Replicating GT/SH in Table 1

matteorr commented 6 years ago

I have a question about the experiment GT/SH described in Table 1. If I understand correctly this is the setup:

Train input is 16 (i.e. 17 - neck) ground truth 2D keypoints using all the videos from subjects 1,5,6,7,8.
Test input is 16 stacked hourglass 2D keypoints using all the videos from subjects 9 and all the videos except Directions from subject 11.
Output for both train and test is 17 3D keypoints.
Protocol #2 is used, which corresponds to using all frames, all cameras, averaging over the actions, and using Procrustes alignment.

In order to replicate the above setup I changed the following lines in your code from:

# Read stacked hourglass 2D predictions if use_sh, otherwise use groundtruth 2D projections
if FLAGS.use_sh:
  train_set_2d, test_set_2d, data_mean_2d, data_std_2d, dim_to_ignore_2d, dim_to_use_2d = data_utils.read_2d_predictions(actions, FLAGS.data_dir)
else:
  train_set_2d, test_set_2d, data_mean_2d, data_std_2d, dim_to_ignore_2d, dim_to_use_2d = data_utils.create_2d_data( actions, FLAGS.data_dir, rcams )

to

# Use GT for train and SH for test
train_set_2d, _, data_mean_2d, data_std_2d, dim_to_ignore_2d, dim_to_use_2d = data_utils.create_2d_data( actions, FLAGS.data_dir, rcams )
_, test_set_2d, _, _, _, _  = data_utils.read_2d_predictions(actions, FLAGS.data_dir)

so I can train on GT and test on SH (i.e. GT/SH) instead of SH/SH or GT/GT.

However, I'm having hard time getting 60.52, since at the first epoch the error is 63.95 and it grows instead of decreasing, i.e. at epoch 5 it is 66.58.

I used the following command to train: python src/predict_3dpose.py --camera_frame --residual --batch_norm --dropout 0.5 --max_norm --evaluateActionWise --use_sh --epochs 100

Thanks a lot for any help on this matter!
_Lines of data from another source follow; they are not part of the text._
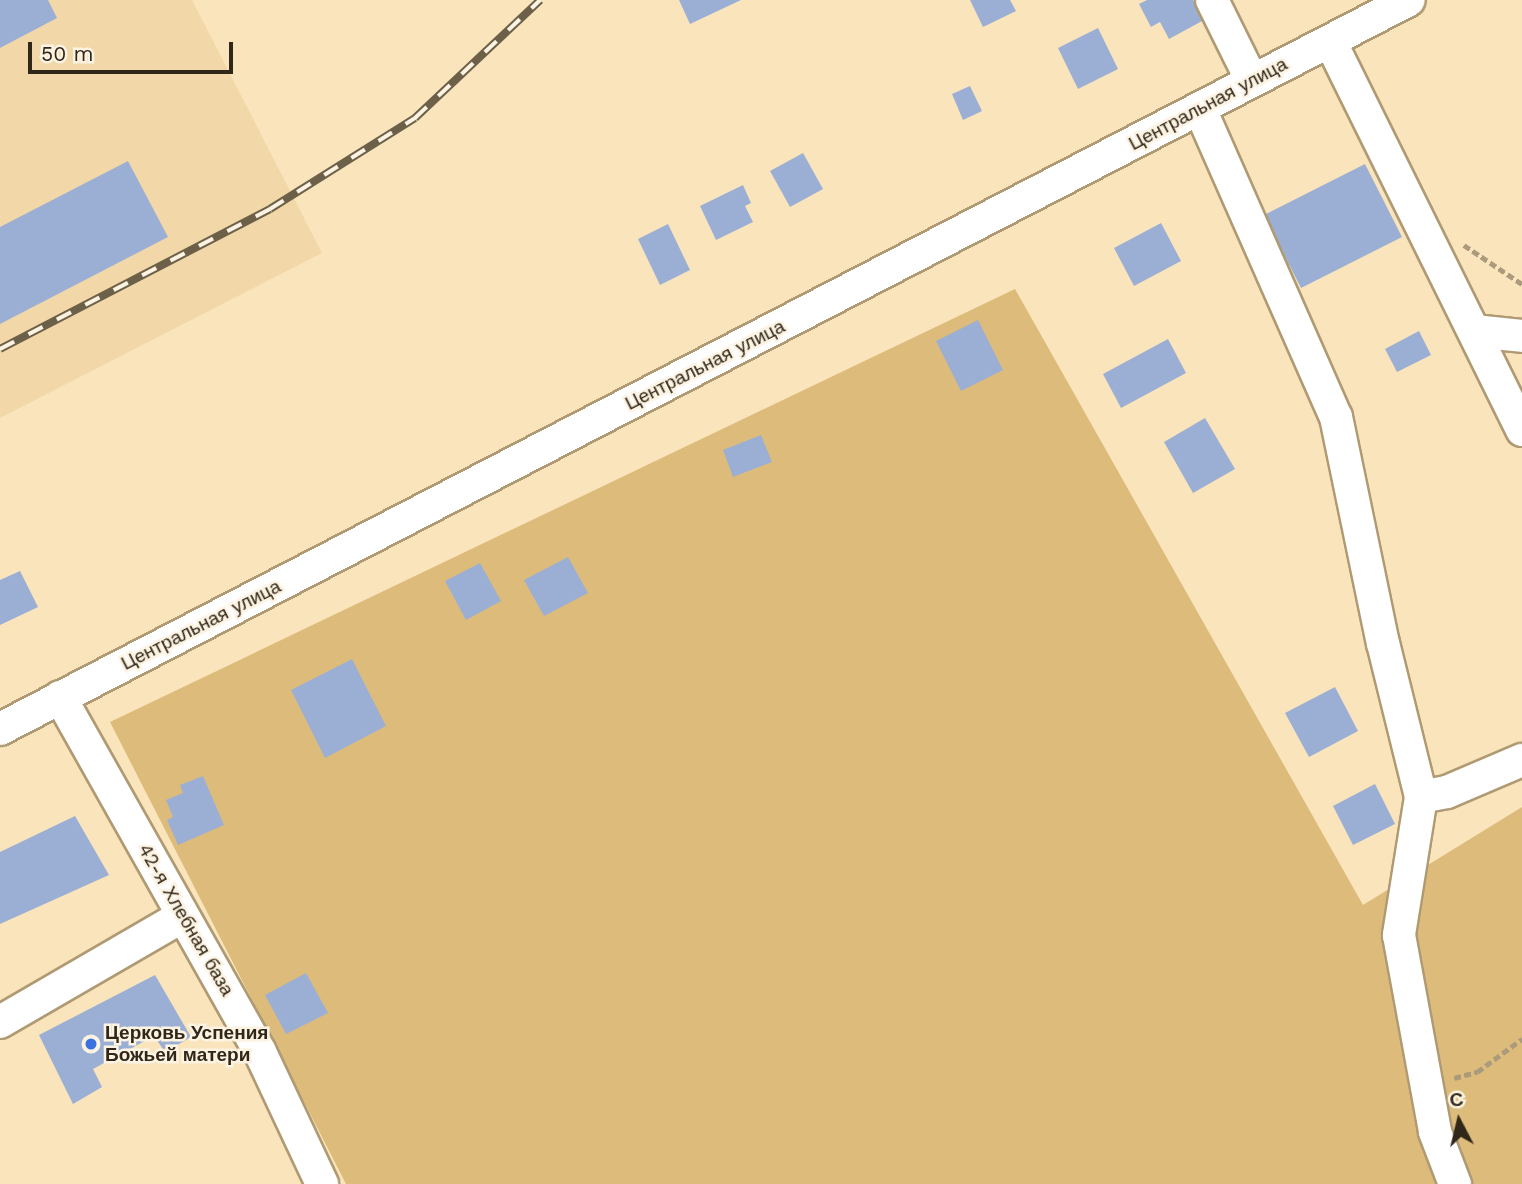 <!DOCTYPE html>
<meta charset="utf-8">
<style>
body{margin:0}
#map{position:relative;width:1522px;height:1184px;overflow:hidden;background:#fae4bb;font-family:"Work Sans",sans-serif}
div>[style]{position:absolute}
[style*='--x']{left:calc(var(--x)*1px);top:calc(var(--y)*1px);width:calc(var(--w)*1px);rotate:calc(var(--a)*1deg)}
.built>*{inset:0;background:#f2d8a8}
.green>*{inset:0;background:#ddbb7a}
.building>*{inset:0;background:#9bafd4}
.path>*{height:4.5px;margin-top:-2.25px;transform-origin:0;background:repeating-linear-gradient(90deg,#ab9a7b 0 7px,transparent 0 10.5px)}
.roads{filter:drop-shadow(2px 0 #af9a73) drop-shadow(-2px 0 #af9a73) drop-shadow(0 2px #af9a73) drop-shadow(0 -2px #af9a73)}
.minor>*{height:32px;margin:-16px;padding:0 16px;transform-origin:16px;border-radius:16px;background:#fff}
.rail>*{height:8px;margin-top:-4px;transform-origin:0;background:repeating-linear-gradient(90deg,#fcf3e3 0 16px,#6c6049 0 32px);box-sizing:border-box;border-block:2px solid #6c6049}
.dots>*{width:19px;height:19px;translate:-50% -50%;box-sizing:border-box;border:4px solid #fcf3e3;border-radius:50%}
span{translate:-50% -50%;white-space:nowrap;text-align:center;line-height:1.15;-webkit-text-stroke:5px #fcf3e3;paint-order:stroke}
.street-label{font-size:19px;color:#302718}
.poi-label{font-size:19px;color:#302718;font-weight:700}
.left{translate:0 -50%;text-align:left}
.north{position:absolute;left:1424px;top:1086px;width:70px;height:70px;-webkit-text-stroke:5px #fcf3e3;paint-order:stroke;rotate:353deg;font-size:19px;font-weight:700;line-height:28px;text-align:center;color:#302718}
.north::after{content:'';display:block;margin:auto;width:24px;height:32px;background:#302718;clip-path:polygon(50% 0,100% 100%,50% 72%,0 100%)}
.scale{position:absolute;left:28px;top:42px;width:205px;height:32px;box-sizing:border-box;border:4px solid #302718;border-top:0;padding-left:9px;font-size:21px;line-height:24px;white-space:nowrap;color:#302718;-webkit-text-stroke:5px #fcf3e3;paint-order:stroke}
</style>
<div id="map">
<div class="built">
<i style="clip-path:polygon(0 0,192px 0,322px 253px,0 418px)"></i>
</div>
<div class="green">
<i style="clip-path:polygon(1015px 289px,1363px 905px,1522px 807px,1522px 1184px,346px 1184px,110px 722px)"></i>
</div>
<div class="building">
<i style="clip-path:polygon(0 0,48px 0,57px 18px,0 48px)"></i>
<i style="clip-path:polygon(679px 0,741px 0,690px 24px)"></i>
<i style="clip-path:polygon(970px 0,1010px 0,1016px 11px,983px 27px)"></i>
<i style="clip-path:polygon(1147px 0,1193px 0,1204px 20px,1169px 39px,1160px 22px,1151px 27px,1139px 4px)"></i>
<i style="clip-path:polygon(1098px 28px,1118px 69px,1078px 89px,1058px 48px)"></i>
<i style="clip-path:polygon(970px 86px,982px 111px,963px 120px,952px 94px)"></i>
<i style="clip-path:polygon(803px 153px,823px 189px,790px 207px,770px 171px)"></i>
<i style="clip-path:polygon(128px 161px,168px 237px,0 324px,0 227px)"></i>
<i style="clip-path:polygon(1365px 164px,1402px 237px,1301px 288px,1264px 215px)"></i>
<i style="clip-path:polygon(743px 185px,751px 203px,745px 206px,753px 222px,716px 240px,700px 206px)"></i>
<i style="clip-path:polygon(1161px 223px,1181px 261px,1134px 286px,1114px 248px)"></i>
<i style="clip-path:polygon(668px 224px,690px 270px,660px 285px,638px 239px)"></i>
<i style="clip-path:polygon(978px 320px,1003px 370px,961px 391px,936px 341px)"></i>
<i style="clip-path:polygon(1419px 331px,1431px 355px,1397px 372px,1385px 349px)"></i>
<i style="clip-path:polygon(1168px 339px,1186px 373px,1121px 408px,1103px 374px)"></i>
<i style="clip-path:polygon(1205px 418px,1235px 469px,1193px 493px,1164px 442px)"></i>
<i style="clip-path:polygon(761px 435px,772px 462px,733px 477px,723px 450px)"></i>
<i style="clip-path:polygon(568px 557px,588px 593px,544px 616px,524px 580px)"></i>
<i style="clip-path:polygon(480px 563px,501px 601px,466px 620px,445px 581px)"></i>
<i style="clip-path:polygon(20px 571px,38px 607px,0 625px,0 580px)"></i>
<i style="clip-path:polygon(352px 659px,386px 726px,325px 758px,291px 690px)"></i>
<i style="clip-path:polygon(1335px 687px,1358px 731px,1309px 757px,1285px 713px)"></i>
<i style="clip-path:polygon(203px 776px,224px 825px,178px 845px,167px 820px,173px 817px,166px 800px,183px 793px,180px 785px)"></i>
<i style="clip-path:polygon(1375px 784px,1395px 824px,1353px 845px,1333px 806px)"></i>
<i style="clip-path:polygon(75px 816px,109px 875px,0 924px,0 852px)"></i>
<i style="clip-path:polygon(306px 973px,328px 1013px,286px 1034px,265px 995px)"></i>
<i style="clip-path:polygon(155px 975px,191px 1037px,165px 1052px,154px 1036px,93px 1069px,102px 1087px,73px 1104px,39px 1035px)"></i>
</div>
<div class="path">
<i style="--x:1464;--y:245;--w:70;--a:33.9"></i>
<i style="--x:1454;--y:1078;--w:24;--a:-15"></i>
<i style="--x:1477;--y:1072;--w:56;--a:-36.3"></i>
</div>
<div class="roads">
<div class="minor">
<i style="--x:1212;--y:0;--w:90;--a:63.7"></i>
<i style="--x:1330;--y:41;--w:434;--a:63.7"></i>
<i style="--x:1200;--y:109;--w:337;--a:66.2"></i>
<i style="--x:1336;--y:417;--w:231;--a:78.3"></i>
<i style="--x:1383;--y:643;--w:159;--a:76.1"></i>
<i style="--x:1421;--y:797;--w:140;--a:99.1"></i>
<i style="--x:1399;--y:935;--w:200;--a:79.6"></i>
<i style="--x:1435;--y:1132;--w:56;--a:69"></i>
<i style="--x:1474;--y:331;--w:48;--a:5.9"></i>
<i style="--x:60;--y:697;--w:407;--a:60.6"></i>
<i style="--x:260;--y:1052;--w:146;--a:64.8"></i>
<i style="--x:0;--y:729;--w:1586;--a:-27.36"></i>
<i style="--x:1421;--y:797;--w:26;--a:-11"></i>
<i style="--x:1447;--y:792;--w:82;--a:-23.1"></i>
<i style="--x:0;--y:1022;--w:211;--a:-30.1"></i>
</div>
</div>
<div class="rail">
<i style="--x:0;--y:349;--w:304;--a:-27.4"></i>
<i style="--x:270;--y:209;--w:171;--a:-32.1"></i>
<i style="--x:415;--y:118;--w:172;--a:-43.3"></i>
</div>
<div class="dots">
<i style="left:91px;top:1044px;background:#3b71e1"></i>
</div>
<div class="street-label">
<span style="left:1208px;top:104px;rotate:-28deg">Центральная улица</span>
<span style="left:705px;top:365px;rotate:-27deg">Центральная улица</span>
<span style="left:201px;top:625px;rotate:-27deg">Центральная улица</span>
<span style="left:186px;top:920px;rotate:60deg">42-я Хлебная база</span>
</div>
<div class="poi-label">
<span class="left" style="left:105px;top:1044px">Церковь Успения<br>Божьей матери</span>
</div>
<div class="north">С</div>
<div class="scale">50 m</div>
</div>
una-dinosauria commented 6 years ago

Sorry, when you say that "it starts at 63.95", are you referring to the Average error in the validation set?
What OS and TF version do you have?

matteorr commented 6 years ago

Thanks for your prompt reply!

1) I'm referring to the average error printed at line 250. Everything else in the code is unchanged, so I believe the error is computed on the test set.

2) I'm using tensorflow 1.8.0 on Ubuntu 16.04.3 LTS xenial.

una-dinosauria commented 6 years ago

I think you forgot to add --procrustes to the last command. I am getting 63.8 in the first epoch and I can confirm that the error is increasing. I'll investigate this further.

matteorr commented 6 years ago

Yeah, I didn't include it in the last command but can confirm that I used it in the code I launched. Thanks a lot again!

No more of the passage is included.